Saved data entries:
┌────────

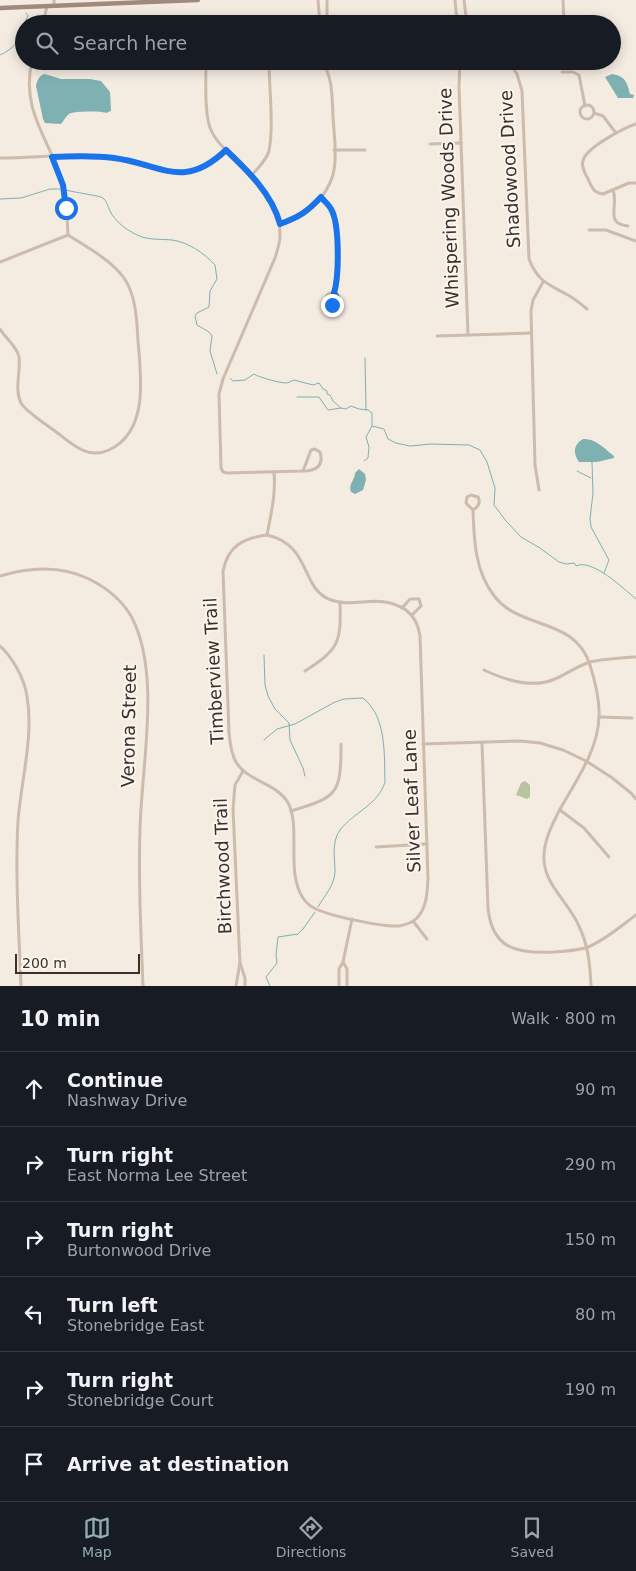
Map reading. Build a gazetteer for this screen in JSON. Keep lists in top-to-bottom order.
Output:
{
  "streets": {
    "street": [
      "Shadowood Drive",
      "Whispering Woods Drive",
      "Timberview Trail",
      "Verona Street",
      "Silver Leaf Lane",
      "Birchwood Trail"
    ]
  },
  "crossings": [
    ["Timberview Trail", "Birchwood Trail"]
  ],
  "scale_bar": "200 m",
  "page": {
    "search": "Search here",
    "scale": "200 m",
    "heading": ["10 min", "Walk · 800 m"],
    "list": [
      ["Continue", "Nashway Drive", "90 m"],
      ["Turn right", "East Norma Lee Street", "290 m"],
      ["Turn right", "Burtonwood Drive", "150 m"],
      ["Turn left", "Stonebridge East", "80 m"],
      ["Turn right", "Stonebridge Court", "190 m"],
      "Arrive at destination"
    ],
    "nav": ["Map", "Directions", "Saved"]
  }
}
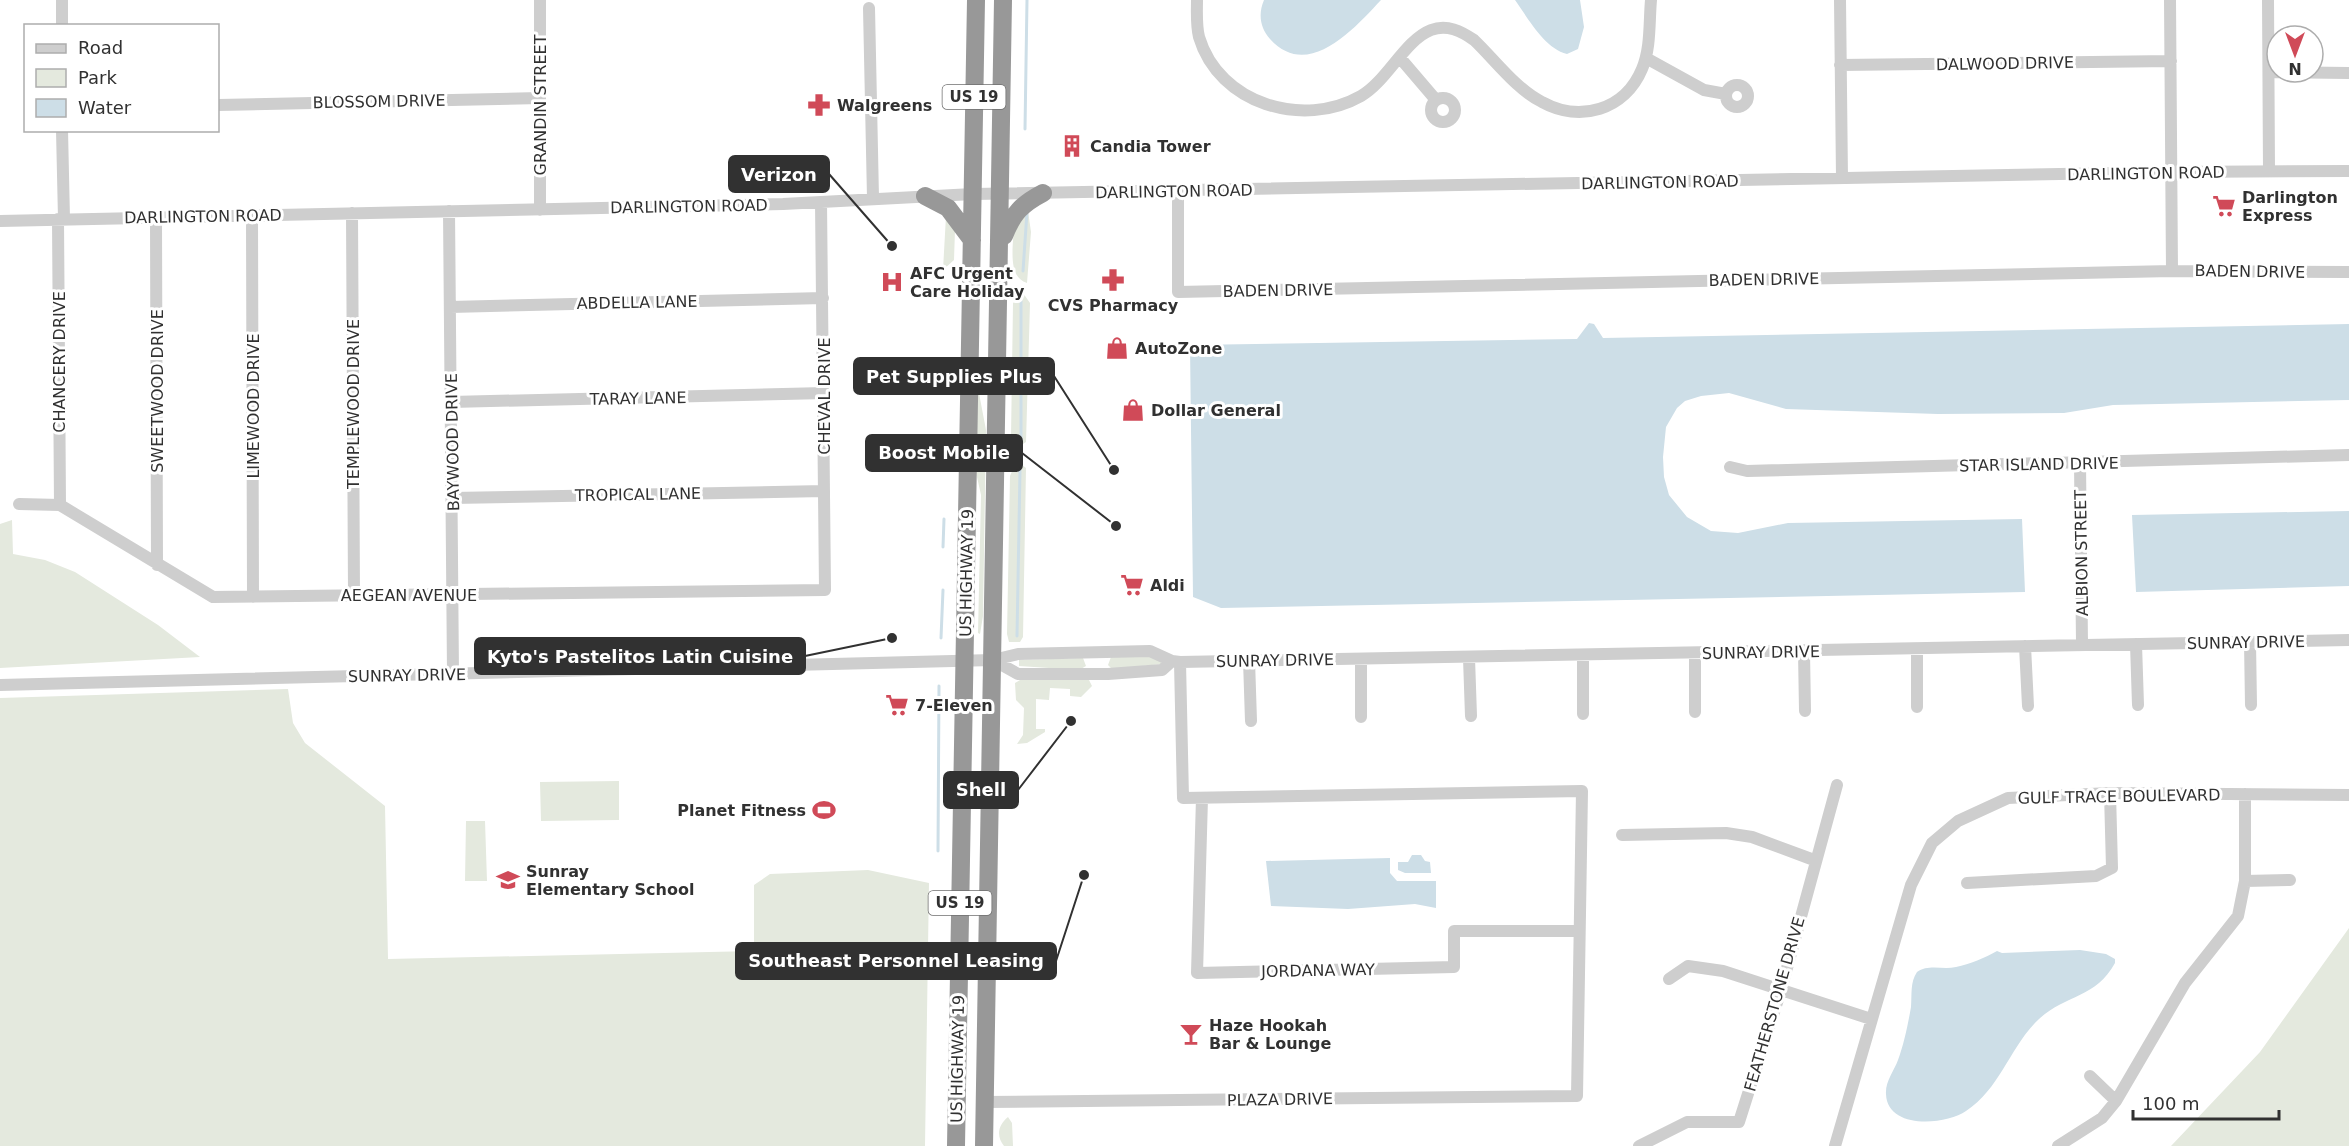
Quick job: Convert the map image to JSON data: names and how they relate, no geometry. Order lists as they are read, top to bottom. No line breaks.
{"streets":{"highway":["US 19","US HIGHWAY 19"],"street":["DALWOOD DRIVE","BLOSSOM DRIVE","GRANDIN STREET","DARLINGTON ROAD","BADEN DRIVE","ABDELLA LANE","CHANCERY DRIVE","SWEETWOOD DRIVE","CHEVAL DRIVE","TARAY LANE","TEMPLEWOOD DRIVE","LIMEWOOD DRIVE","BAYWOOD DRIVE","STAR ISLAND DRIVE","TROPICAL LANE","ALBION STREET","AEGEAN AVENUE","SUNRAY DRIVE","GULF TRACE BOULEVARD","JORDANA WAY","FEATHERSTONE DRIVE","PLAZA DRIVE"]},"crossings":[["BLOSSOM DRIVE","GRANDIN STREET"],["GRANDIN STREET","DARLINGTON ROAD"],["DARLINGTON ROAD","BADEN DRIVE"],["DARLINGTON ROAD","CHANCERY DRIVE"],["DARLINGTON ROAD","SWEETWOOD DRIVE"],["DARLINGTON ROAD","CHEVAL DRIVE"],["DARLINGTON ROAD","TEMPLEWOOD DRIVE"],["DARLINGTON ROAD","LIMEWOOD DRIVE"],["DARLINGTON ROAD","BAYWOOD DRIVE"],["DARLINGTON ROAD","US HIGHWAY 19"],["ABDELLA LANE","CHEVAL DRIVE"],["ABDELLA LANE","BAYWOOD DRIVE"],["CHANCERY DRIVE","AEGEAN AVENUE"],["SWEETWOOD DRIVE","AEGEAN AVENUE"],["CHEVAL DRIVE","TARAY LANE"],["CHEVAL DRIVE","TROPICAL LANE"],["CHEVAL DRIVE","AEGEAN AVENUE"],["TARAY LANE","BAYWOOD DRIVE"],["TEMPLEWOOD DRIVE","AEGEAN AVENUE"],["LIMEWOOD DRIVE","AEGEAN AVENUE"],["BAYWOOD DRIVE","TROPICAL LANE"],["BAYWOOD DRIVE","AEGEAN AVENUE"],["BAYWOOD DRIVE","SUNRAY DRIVE"],["STAR ISLAND DRIVE","ALBION STREET"],["ALBION STREET","SUNRAY DRIVE"],["US HIGHWAY 19","SUNRAY DRIVE"],["US HIGHWAY 19","PLAZA DRIVE"],["JORDANA WAY","PLAZA DRIVE"]],"places":{"pharmacy":["Walgreens","CVS Pharmacy"],"building":["Candia Tower"],"supermarket":["Darlington Express","Aldi","7-Eleven"],"other":["Verizon","Pet Supplies Plus","Boost Mobile","Kyto's Pastelitos Latin Cuisine","Shell","Southeast Personnel Leasing"],"hospital":["AFC Urgent Care Holiday"],"shop":["AutoZone","Dollar General"],"sports":["Planet Fitness"],"school or university":["Sunray Elementary School"],"bar":["Haze Hookah Bar & Lounge"]},"legend":["Road","Park","Water"],"scale_bar":"100 m","north":"bottom"}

└────────

- **What to work on**: Output the number of lines in the records above that contain the string "crossings", and no other text.

- **Answer area**: 2